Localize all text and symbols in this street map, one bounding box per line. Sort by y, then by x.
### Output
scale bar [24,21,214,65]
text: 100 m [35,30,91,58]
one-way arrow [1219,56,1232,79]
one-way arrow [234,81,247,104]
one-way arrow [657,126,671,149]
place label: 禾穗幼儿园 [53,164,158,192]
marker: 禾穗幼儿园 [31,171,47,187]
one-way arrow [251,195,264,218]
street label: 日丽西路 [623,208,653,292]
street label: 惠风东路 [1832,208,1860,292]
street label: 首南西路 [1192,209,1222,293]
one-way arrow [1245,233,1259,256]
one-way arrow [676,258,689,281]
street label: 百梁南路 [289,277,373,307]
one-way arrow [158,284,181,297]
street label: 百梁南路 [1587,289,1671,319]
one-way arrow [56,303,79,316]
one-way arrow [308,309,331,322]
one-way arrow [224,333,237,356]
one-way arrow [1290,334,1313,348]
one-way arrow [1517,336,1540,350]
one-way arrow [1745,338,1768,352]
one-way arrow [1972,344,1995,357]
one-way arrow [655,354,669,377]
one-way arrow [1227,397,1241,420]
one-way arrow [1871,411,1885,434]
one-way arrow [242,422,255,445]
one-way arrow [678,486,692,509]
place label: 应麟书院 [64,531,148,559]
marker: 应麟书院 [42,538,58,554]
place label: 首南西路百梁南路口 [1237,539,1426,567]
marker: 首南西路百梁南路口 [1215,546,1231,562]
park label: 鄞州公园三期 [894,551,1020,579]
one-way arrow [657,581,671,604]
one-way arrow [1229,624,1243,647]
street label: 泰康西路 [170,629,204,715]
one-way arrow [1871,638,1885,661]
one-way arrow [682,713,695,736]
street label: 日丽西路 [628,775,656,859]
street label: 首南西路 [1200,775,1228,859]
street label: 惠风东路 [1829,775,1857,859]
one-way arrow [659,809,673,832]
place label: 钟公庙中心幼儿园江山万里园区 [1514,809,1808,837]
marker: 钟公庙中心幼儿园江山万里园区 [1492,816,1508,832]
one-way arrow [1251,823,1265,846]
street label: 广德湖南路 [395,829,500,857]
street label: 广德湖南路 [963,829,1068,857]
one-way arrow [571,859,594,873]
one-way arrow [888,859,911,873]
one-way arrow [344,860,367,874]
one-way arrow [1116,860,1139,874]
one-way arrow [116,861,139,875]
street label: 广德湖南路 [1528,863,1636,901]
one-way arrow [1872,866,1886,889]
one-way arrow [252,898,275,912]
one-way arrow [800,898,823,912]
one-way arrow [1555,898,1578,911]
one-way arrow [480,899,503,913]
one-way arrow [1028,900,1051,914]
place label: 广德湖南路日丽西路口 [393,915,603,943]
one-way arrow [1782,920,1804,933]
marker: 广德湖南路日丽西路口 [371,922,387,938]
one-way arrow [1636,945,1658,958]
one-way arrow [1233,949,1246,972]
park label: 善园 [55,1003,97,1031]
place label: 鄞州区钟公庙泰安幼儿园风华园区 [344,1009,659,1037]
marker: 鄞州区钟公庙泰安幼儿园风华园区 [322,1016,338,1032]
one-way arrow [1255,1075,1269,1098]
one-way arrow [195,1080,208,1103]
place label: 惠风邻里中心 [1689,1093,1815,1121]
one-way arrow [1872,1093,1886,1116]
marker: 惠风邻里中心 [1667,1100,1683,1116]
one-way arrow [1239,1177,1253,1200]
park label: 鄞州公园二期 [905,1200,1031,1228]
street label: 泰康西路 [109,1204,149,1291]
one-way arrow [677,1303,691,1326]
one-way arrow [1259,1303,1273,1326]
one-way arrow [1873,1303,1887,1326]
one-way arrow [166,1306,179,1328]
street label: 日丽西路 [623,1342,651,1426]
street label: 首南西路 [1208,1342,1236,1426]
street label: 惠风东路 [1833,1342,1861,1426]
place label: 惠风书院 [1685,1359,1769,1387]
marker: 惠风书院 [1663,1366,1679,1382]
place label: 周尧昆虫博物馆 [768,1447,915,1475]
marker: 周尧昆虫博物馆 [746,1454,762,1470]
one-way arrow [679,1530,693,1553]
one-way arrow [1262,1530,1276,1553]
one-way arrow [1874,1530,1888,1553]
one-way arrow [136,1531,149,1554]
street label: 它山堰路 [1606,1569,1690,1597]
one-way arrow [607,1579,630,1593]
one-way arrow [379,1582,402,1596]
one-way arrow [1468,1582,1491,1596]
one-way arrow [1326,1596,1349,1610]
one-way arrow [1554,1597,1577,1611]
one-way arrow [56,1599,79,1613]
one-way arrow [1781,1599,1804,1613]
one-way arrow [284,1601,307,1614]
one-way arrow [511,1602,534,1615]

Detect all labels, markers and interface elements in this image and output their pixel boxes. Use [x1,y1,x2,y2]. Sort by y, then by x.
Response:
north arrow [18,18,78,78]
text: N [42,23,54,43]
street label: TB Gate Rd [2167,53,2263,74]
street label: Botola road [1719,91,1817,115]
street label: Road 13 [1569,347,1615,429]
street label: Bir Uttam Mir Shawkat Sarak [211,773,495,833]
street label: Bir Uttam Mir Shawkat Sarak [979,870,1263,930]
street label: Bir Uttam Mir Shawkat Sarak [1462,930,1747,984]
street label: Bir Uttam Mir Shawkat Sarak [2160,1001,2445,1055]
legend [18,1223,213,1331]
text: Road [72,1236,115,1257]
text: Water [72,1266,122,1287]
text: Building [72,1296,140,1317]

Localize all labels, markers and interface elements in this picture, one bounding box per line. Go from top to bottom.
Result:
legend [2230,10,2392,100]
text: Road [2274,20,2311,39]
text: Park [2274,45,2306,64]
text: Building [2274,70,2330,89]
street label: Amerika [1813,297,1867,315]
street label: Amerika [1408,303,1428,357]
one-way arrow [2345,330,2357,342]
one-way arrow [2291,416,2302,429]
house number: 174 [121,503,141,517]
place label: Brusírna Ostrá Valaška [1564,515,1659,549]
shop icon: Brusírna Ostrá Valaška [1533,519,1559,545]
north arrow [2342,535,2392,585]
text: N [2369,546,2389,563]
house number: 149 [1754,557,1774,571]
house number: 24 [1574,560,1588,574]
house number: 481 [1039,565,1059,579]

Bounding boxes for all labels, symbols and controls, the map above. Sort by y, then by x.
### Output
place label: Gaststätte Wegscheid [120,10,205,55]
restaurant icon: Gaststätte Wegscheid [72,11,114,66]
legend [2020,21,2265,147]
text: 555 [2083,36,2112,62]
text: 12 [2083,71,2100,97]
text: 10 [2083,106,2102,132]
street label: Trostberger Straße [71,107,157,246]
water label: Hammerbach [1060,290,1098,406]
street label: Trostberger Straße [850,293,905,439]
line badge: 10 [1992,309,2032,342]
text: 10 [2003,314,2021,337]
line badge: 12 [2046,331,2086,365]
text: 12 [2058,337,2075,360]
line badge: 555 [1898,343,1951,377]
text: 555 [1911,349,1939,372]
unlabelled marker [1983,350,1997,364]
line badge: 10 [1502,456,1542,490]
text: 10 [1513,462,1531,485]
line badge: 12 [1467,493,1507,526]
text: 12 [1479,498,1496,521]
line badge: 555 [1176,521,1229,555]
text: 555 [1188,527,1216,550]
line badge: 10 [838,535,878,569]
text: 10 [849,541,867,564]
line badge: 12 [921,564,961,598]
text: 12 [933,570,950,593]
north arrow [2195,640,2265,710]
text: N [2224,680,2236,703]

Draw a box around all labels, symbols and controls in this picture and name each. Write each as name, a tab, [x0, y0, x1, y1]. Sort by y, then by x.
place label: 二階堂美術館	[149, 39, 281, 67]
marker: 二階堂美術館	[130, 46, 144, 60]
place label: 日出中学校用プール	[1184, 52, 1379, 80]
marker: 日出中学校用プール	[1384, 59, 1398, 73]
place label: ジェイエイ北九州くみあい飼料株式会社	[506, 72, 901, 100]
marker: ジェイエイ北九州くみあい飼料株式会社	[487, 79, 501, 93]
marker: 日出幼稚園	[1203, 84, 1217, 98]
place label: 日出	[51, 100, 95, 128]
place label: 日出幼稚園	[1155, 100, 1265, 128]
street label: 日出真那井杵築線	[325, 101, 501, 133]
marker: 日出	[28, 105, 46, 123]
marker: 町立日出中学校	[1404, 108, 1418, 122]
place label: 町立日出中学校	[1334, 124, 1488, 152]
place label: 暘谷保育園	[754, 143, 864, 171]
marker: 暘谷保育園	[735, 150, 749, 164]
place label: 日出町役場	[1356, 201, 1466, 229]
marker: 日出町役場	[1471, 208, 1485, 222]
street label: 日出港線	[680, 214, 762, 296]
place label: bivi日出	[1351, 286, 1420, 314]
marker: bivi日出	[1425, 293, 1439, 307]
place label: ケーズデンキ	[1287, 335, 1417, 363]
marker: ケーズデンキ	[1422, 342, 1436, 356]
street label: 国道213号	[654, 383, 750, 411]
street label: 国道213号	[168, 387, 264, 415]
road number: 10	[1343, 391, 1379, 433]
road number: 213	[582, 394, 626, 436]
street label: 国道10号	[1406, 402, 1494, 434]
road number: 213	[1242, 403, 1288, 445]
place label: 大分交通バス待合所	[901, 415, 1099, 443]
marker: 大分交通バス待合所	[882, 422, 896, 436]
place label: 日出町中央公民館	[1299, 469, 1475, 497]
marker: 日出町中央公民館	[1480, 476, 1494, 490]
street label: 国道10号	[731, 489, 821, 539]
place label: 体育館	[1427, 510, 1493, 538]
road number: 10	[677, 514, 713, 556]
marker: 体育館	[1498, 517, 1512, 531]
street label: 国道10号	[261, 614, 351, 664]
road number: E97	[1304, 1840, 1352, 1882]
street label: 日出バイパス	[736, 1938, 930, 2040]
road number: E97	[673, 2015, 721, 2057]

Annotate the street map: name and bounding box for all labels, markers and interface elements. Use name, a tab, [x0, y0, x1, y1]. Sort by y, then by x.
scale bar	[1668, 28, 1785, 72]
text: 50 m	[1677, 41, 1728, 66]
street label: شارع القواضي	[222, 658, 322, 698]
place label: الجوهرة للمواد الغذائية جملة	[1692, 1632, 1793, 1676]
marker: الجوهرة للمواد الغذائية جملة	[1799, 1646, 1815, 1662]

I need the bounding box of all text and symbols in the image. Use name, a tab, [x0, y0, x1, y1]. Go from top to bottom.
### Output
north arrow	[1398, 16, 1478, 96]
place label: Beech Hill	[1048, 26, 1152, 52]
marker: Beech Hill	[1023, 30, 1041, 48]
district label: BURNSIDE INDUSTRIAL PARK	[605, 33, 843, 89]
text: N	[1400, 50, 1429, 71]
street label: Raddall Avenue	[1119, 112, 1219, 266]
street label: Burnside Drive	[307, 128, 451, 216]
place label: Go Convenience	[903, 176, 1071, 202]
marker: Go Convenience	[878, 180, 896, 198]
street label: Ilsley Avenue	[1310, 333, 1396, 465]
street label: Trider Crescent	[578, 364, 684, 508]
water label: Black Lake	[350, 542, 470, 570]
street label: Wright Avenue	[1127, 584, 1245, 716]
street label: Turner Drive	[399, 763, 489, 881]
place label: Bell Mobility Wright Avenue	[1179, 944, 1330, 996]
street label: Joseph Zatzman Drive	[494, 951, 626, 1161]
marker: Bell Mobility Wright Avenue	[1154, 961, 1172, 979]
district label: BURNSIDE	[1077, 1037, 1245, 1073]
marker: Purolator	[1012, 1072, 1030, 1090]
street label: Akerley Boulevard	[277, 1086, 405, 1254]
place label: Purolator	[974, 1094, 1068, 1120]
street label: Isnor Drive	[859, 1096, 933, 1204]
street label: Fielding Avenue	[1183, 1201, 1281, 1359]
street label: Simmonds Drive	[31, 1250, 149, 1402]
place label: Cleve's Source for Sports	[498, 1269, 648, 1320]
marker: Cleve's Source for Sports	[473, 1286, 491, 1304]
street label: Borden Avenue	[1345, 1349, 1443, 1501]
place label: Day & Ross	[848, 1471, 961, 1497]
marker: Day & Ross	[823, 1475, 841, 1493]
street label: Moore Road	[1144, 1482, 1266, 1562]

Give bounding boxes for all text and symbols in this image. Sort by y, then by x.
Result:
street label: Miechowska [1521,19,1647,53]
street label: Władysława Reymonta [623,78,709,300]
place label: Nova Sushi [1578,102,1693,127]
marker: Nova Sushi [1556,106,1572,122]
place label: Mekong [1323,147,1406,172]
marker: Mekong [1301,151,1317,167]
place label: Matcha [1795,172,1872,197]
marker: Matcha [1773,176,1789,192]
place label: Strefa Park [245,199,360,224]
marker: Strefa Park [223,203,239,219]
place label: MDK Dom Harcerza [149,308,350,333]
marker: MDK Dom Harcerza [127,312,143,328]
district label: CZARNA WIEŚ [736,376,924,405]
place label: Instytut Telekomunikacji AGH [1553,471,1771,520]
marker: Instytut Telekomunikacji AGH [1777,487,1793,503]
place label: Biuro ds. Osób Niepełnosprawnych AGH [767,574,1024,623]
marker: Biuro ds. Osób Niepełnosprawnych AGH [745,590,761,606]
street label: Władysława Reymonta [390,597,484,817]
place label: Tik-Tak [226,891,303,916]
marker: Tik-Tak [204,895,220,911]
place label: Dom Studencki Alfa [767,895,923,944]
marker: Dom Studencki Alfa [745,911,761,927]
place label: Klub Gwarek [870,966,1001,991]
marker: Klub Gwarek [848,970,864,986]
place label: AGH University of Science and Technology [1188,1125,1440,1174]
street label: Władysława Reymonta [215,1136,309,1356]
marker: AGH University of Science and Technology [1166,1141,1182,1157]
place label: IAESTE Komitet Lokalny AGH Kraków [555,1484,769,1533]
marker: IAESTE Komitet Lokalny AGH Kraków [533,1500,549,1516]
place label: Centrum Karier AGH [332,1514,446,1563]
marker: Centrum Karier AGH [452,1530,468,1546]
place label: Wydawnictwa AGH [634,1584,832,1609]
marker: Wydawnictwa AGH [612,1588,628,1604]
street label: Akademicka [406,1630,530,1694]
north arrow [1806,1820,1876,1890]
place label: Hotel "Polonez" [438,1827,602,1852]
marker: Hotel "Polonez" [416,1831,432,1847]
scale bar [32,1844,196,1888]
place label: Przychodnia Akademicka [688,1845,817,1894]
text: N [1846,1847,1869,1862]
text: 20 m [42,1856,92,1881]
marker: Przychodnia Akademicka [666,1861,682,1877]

★ ★ ★ ★ ★

Please give back exactly the lines of this listing beginning at the line with "Localize all labels, markers" and ending with the line with "Bounding boxes for all labels, symbols", both included, and nothing else.

_SOLUTION TO THIS PROBLEM:_
Localize all labels, markers and interface elements in this picture, one bounding box per line. Go from top to bottom.
Result:
legend [2230,10,2392,100]
text: Road [2274,20,2311,39]
text: Park [2274,45,2306,64]
text: Building [2274,70,2330,89]
street label: Amerika [1813,297,1867,315]
street label: Amerika [1408,303,1428,357]
one-way arrow [2345,330,2357,342]
one-way arrow [2291,416,2302,429]
house number: 174 [121,503,141,517]
place label: Brusírna Ostrá Valaška [1564,515,1659,549]
shop icon: Brusírna Ostrá Valaška [1533,519,1559,545]
north arrow [2342,535,2392,585]
text: N [2369,546,2389,563]
house number: 149 [1754,557,1774,571]
house number: 24 [1574,560,1588,574]
house number: 481 [1039,565,1059,579]

Bounding boxes for all labels, symbols and controls, the map above. Sort by y, then by x.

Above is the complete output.